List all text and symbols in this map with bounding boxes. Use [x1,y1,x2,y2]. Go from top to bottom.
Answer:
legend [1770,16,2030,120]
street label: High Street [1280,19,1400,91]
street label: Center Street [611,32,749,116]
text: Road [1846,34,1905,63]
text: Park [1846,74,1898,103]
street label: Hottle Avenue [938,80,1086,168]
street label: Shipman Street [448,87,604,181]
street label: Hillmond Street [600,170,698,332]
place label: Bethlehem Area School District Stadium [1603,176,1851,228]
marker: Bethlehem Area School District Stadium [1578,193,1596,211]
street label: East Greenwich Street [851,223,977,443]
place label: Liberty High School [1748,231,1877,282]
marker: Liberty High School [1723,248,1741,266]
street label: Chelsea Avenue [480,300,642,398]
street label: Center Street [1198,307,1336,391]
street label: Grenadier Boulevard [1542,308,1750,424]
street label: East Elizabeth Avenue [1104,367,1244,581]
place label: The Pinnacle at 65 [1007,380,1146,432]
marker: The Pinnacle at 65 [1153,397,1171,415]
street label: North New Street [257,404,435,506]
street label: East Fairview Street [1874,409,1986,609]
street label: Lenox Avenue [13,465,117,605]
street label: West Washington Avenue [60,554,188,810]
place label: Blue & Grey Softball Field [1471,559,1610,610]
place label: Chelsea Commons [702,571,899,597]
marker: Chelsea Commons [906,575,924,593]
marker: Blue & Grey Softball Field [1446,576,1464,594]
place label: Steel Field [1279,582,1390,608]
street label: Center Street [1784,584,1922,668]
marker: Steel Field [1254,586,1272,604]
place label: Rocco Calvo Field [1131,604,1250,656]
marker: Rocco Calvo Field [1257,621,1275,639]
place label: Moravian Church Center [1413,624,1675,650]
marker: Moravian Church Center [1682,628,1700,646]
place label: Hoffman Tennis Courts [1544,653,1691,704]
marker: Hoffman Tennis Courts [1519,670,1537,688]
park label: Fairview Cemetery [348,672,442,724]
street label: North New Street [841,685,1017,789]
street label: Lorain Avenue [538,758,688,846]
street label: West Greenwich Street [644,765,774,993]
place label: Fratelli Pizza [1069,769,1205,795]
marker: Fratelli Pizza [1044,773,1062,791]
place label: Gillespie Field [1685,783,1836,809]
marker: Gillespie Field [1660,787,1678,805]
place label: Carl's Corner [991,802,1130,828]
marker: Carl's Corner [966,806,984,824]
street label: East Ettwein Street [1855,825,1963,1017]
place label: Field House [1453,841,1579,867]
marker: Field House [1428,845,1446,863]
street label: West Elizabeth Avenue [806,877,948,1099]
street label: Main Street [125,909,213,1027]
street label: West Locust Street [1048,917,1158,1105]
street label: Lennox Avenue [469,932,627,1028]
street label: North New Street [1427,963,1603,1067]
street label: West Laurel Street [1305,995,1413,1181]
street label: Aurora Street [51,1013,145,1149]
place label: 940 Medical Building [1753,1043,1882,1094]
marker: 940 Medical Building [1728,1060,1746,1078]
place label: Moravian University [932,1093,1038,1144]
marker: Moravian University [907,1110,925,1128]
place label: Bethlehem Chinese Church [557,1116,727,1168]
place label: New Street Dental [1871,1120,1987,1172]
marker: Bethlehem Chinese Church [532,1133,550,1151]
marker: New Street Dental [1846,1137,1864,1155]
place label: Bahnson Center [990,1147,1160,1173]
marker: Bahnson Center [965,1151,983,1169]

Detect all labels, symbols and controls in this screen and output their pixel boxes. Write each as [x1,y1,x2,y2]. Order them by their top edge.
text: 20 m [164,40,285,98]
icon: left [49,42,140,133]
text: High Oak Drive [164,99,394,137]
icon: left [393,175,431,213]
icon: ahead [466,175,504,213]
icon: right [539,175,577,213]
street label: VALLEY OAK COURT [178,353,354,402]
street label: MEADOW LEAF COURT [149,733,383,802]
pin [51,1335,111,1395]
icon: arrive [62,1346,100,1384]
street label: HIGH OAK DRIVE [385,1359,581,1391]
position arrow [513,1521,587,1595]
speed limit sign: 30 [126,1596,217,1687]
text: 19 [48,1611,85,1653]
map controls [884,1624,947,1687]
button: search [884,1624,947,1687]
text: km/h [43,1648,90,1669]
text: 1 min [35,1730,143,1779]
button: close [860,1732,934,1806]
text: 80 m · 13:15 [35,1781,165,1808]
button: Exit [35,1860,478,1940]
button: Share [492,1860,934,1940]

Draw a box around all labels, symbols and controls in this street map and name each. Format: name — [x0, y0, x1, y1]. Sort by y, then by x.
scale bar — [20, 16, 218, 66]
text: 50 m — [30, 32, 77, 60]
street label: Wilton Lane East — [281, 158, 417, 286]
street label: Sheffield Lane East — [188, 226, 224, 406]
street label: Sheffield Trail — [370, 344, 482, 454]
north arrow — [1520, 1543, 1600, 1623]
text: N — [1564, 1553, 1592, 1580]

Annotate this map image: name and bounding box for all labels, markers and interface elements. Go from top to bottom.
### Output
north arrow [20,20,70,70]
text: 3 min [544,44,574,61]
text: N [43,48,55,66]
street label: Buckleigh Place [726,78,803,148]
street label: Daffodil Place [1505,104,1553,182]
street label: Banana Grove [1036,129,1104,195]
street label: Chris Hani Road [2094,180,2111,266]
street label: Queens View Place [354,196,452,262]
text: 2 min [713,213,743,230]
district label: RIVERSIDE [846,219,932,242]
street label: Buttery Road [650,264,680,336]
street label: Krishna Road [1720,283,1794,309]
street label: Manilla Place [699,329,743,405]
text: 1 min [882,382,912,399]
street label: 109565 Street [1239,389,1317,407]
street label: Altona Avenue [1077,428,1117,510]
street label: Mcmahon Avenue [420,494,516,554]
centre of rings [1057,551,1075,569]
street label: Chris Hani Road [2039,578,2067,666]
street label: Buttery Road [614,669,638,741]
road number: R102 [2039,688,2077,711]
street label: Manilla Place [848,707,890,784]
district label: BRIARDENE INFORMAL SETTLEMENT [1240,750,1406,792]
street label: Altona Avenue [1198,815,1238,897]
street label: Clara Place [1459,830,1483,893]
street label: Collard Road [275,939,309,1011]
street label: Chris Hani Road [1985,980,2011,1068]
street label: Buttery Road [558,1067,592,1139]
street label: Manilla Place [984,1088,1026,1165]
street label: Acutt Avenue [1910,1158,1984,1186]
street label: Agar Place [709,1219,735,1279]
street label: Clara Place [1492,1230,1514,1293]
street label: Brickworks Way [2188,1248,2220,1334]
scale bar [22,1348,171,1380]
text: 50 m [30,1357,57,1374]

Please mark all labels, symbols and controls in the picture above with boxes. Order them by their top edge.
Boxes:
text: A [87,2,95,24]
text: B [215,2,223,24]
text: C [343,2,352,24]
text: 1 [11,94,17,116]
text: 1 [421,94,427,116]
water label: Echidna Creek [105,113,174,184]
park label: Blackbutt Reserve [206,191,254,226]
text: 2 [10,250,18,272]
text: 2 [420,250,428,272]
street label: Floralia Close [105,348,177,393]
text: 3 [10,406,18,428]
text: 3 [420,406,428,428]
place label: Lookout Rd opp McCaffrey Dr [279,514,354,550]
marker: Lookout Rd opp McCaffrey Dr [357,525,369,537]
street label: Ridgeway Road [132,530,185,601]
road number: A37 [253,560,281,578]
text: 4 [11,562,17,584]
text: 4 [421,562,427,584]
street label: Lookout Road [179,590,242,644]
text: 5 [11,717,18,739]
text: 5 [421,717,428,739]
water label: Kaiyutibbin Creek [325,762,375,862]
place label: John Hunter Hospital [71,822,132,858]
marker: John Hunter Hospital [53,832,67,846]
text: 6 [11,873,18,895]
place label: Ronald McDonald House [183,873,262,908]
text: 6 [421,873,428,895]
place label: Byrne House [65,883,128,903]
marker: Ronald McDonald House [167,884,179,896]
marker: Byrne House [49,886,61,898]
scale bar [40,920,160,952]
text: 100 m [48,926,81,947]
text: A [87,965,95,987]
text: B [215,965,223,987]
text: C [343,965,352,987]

..........

PROBLEM DETAILS
Please make an exact copy of the lines above from the line with "Annotate this map" through the line with "Please mark all", both ends included.

EXERCISE RESULT
Annotate this map image: name and bounding box for all labels, markers and interface elements. Go from top to bottom.
### Output
north arrow [20,20,70,70]
text: 3 min [544,44,574,61]
text: N [43,48,55,66]
street label: Buckleigh Place [726,78,803,148]
street label: Daffodil Place [1505,104,1553,182]
street label: Banana Grove [1036,129,1104,195]
street label: Chris Hani Road [2094,180,2111,266]
street label: Queens View Place [354,196,452,262]
text: 2 min [713,213,743,230]
district label: RIVERSIDE [846,219,932,242]
street label: Buttery Road [650,264,680,336]
street label: Krishna Road [1720,283,1794,309]
street label: Manilla Place [699,329,743,405]
text: 1 min [882,382,912,399]
street label: 109565 Street [1239,389,1317,407]
street label: Altona Avenue [1077,428,1117,510]
street label: Mcmahon Avenue [420,494,516,554]
centre of rings [1057,551,1075,569]
street label: Chris Hani Road [2039,578,2067,666]
street label: Buttery Road [614,669,638,741]
road number: R102 [2039,688,2077,711]
street label: Manilla Place [848,707,890,784]
district label: BRIARDENE INFORMAL SETTLEMENT [1240,750,1406,792]
street label: Altona Avenue [1198,815,1238,897]
street label: Clara Place [1459,830,1483,893]
street label: Collard Road [275,939,309,1011]
street label: Chris Hani Road [1985,980,2011,1068]
street label: Buttery Road [558,1067,592,1139]
street label: Manilla Place [984,1088,1026,1165]
street label: Acutt Avenue [1910,1158,1984,1186]
street label: Agar Place [709,1219,735,1279]
street label: Clara Place [1492,1230,1514,1293]
street label: Brickworks Way [2188,1248,2220,1334]
scale bar [22,1348,171,1380]
text: 50 m [30,1357,57,1374]

Please mark all labels, symbols and controls in the picture above with boxes. Order them by their top edge.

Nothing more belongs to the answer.